Who else is crazy enough to make a whole blog post about wooden vs mechanical pencils? Yeah, that’s ME!

Ok people here is the deal. I know it may sound stupid to talk about pencils. I mean, it’s just a pencil, right? But believe me, the tools and supplies you use directly impact the quality of your artwork.

To be talented is really important, but for me, using the right tools is important as well when it come to Islamic geometric patterns.

In this blog post, I will cover the differences between wooden and mechanical pencils to help you decide which one is the best for you.

It doesn’t necessarily mean that one is better than the other. I use both depending on what I do, but it’s good to know your tools and what is the best fit for you. So here we go.



Certainly, the first difference is that you have to sharpen the ordinary pencil in order to use it. This means that you should have a good sharpener. I’ve always been obsessed with long points; I don’t know why.
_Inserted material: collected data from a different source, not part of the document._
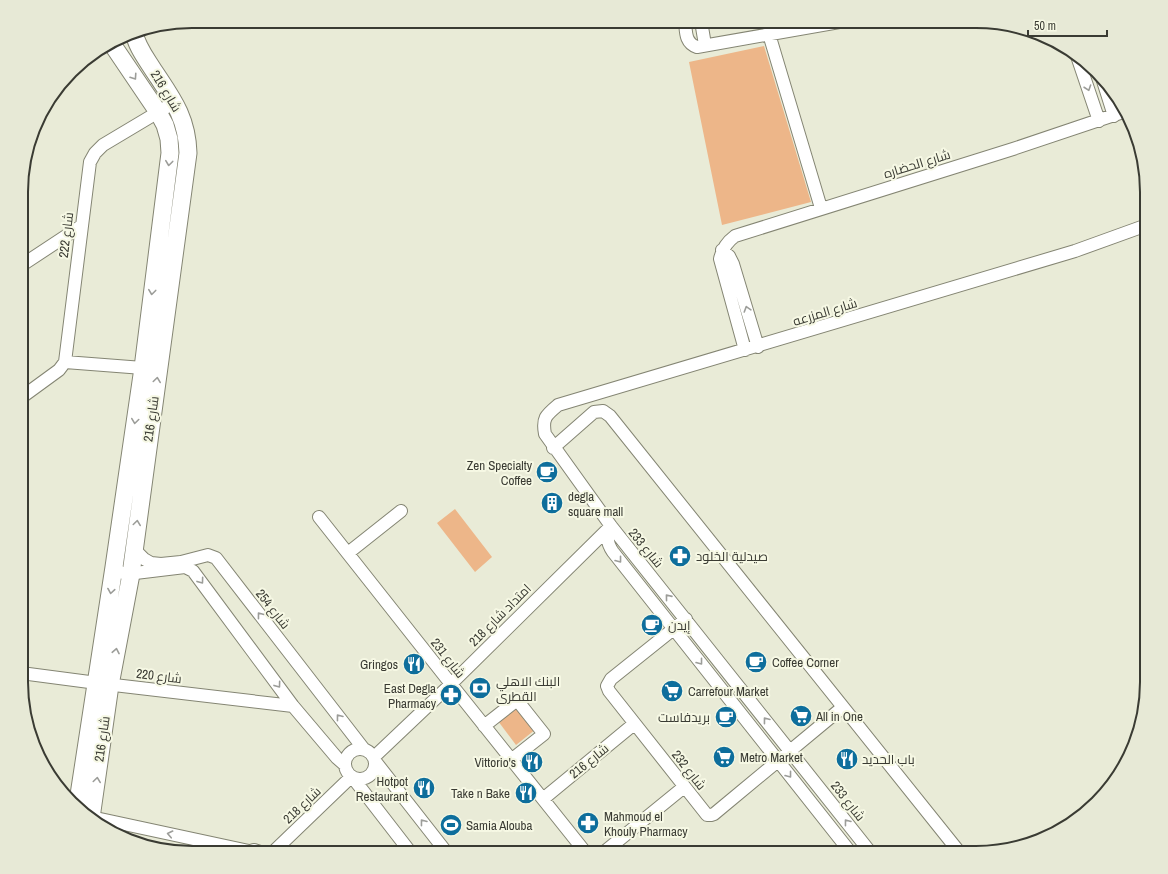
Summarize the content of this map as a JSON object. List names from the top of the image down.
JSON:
{
  "streets": {
    "main road": ["شارع 216"],
    "street": [
      "شارع الحضاره",
      "شارع 222",
      "شارع المزرعه",
      "شارع 233",
      "شارع 254",
      "امتداد شارع 218",
      "شارع 231",
      "شارع 220",
      "شارع 232",
      "شارع 218"
    ]
  },
  "crossings": [
    ["شارع 216", "شارع 222"],
    ["شارع 216", "شارع 254"],
    ["شارع 216", "شارع 231"],
    ["شارع 216", "شارع 220"],
    ["شارع 216", "شارع 232"],
    ["شارع المزرعه", "شارع 233"],
    ["شارع المزرعه", "امتداد شارع 218"],
    ["شارع 233", "امتداد شارع 218"],
    ["شارع 233", "شارع 232"],
    ["شارع 254", "امتداد شارع 218"],
    ["شارع 254", "شارع 218"],
    ["امتداد شارع 218", "شارع 231"],
    ["امتداد شارع 218", "شارع 218"]
  ],
  "places": {
    "cafe": [
      "Zen Specialty Coffee",
      "إيدن",
      "Coffee Corner",
      "بريدفاست"
    ],
    "building": ["degla square mall"],
    "pharmacy": ["صيدلية الخلود", "East Degla Pharmacy", "Mahmoud el Khouly Pharmacy"],
    "restaurant": [
      "Gringos",
      "باب الحديد",
      "Vittorio's",
      "Hotpot Restaurant",
      "Take n Bake"
    ],
    "bank": ["البنك الاهلي القطرى"],
    "supermarket": ["Carrefour Market", "All in One", "Metro Market"],
    "sports": ["Samia Alouba"]
  },
  "scale_bar": "50 m"
}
Depending on the softness of the lead you should sharpen the pencil more often or less often because the shorter the lead, the wider the line on the paper.

Having a fine point in your pencils helps to draw thin lines resulting in more accuracy.
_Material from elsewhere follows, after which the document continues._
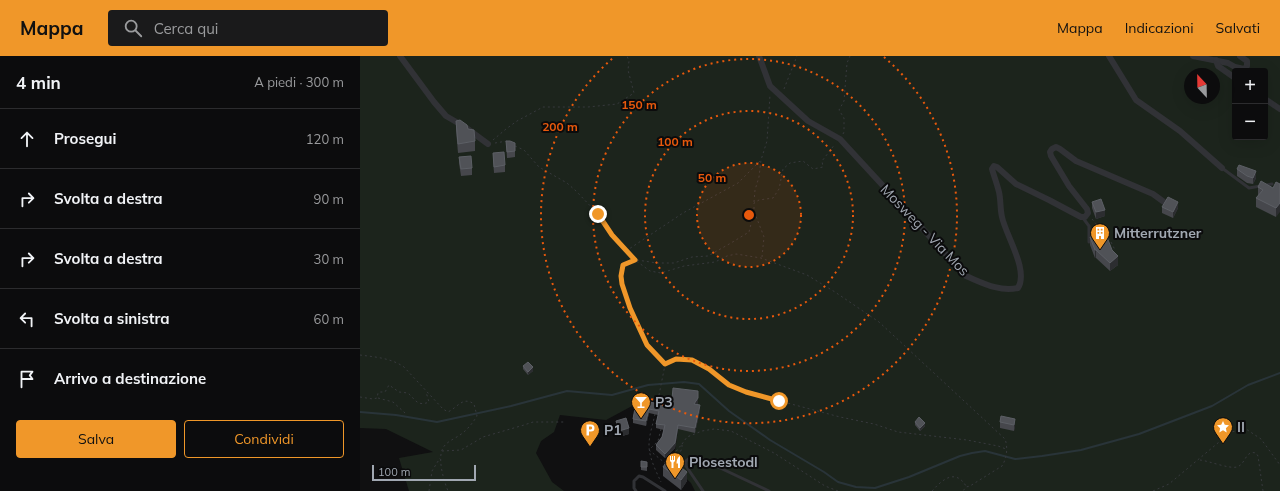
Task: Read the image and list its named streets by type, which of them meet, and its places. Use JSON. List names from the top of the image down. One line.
{"streets":{"street":["Mosweg - Via Mos"]},"places":{"building":["Mitterrutzner"],"bar":["P3"],"place":["II"],"parking":["P1"],"restaurant":["Plosestodl"]},"scale_bar":"100 m","north":"top","page":{"header":"Mappa","search":"Cerca qui","nav":["Mappa","Indicazioni","Salvati"],"heading":["4 min","A piedi · 300 m"],"map_buttons":["+","−"],"list":[["Prosegui","120 m"],["Svolta a destra","90 m"],["Svolta a destra","30 m"],["Svolta a sinistra","60 m"],"Arrivo a destinazione"],"buttons":["Salva","Condividi"],"scale":"100 m"},"rings":["150 m","200 m","100 m","50 m"]}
You don’t have these “problems” with a mechanical pencil. The width of the lead stays consistent throughout the whole process.



When I just started with Islamic geometry, I immediately bought a mechanical pencil. It was a 0.3 mechanical pencil – the thinnest lead I could find – and it helped me master precision.

But I’m really heavy-handed, and the lead breaks every 2 seconds. Unfortunately, the lead is really thin, and if you are like me, this could be a problem. I was constantly refilling the pencil, and I’ve basically wasted my money. No jokes.

The wooden pencil’s lead can bear a lot more pressure than the mechanical one making it more suitable for heavy-handed people like me.

I still use a mechanical pencil, of course, but I prefer the ordinary one more.



Ok, I know this might seem really romantic, but there is something soothing in using the good old pencil. It’s like the smell of a new book; you just can’t get enough of it.

To be able to draw this kind of art, which has its roots back in hundreds years, and use the same tools as the masters of the past it just makes me feel like I’m part of something bigger. Like I’m part of common destiny.

But wait, this is not the end. Recently I found out about lead holders or clutch pencils. It looks like a mechanical pencil with a 2mm lead.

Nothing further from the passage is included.